_DATA PROVIDED_:
◇ ◇ ◇ ◇ ◇

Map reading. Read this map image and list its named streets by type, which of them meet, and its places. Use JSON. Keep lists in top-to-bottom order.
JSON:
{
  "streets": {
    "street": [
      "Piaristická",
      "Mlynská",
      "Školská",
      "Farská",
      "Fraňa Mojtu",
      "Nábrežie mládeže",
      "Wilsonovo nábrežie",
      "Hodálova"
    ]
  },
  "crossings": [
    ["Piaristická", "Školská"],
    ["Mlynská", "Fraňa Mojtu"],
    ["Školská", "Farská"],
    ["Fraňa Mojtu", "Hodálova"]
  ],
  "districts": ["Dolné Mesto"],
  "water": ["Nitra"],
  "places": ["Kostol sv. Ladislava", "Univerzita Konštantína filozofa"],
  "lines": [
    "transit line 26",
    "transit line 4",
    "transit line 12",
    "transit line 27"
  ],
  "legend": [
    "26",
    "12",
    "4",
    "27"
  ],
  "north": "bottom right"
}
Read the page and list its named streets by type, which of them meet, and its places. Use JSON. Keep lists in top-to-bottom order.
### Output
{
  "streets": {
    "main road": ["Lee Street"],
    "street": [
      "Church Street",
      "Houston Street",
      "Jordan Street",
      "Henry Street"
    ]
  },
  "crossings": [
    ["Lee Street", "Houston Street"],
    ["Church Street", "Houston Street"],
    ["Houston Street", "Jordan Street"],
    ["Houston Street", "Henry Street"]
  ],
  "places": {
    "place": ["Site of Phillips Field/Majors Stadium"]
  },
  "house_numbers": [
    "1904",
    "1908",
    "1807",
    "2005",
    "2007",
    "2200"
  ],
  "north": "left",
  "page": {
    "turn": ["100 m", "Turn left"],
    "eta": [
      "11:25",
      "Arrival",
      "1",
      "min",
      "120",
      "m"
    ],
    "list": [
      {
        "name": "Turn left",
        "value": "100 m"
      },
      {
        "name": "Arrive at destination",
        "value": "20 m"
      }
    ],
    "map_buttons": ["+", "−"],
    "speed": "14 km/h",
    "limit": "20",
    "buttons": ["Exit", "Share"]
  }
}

◇ ◇ ◇ ◇ ◇

_TASK TO COMPLETE_:
Nothing but the lines from the one holding "Read the page" through the last line of the data may be output, and each must match exactly.

_TASK RESPONSE_:
Read the page and list its named streets by type, which of them meet, and its places. Use JSON. Keep lists in top-to-bottom order.
### Output
{
  "streets": {
    "main road": ["Lee Street"],
    "street": [
      "Church Street",
      "Houston Street",
      "Jordan Street",
      "Henry Street"
    ]
  },
  "crossings": [
    ["Lee Street", "Houston Street"],
    ["Church Street", "Houston Street"],
    ["Houston Street", "Jordan Street"],
    ["Houston Street", "Henry Street"]
  ],
  "places": {
    "place": ["Site of Phillips Field/Majors Stadium"]
  },
  "house_numbers": [
    "1904",
    "1908",
    "1807",
    "2005",
    "2007",
    "2200"
  ],
  "north": "left",
  "page": {
    "turn": ["100 m", "Turn left"],
    "eta": [
      "11:25",
      "Arrival",
      "1",
      "min",
      "120",
      "m"
    ],
    "list": [
      {
        "name": "Turn left",
        "value": "100 m"
      },
      {
        "name": "Arrive at destination",
        "value": "20 m"
      }
    ],
    "map_buttons": ["+", "−"],
    "speed": "14 km/h",
    "limit": "20",
    "buttons": ["Exit", "Share"]
  }
}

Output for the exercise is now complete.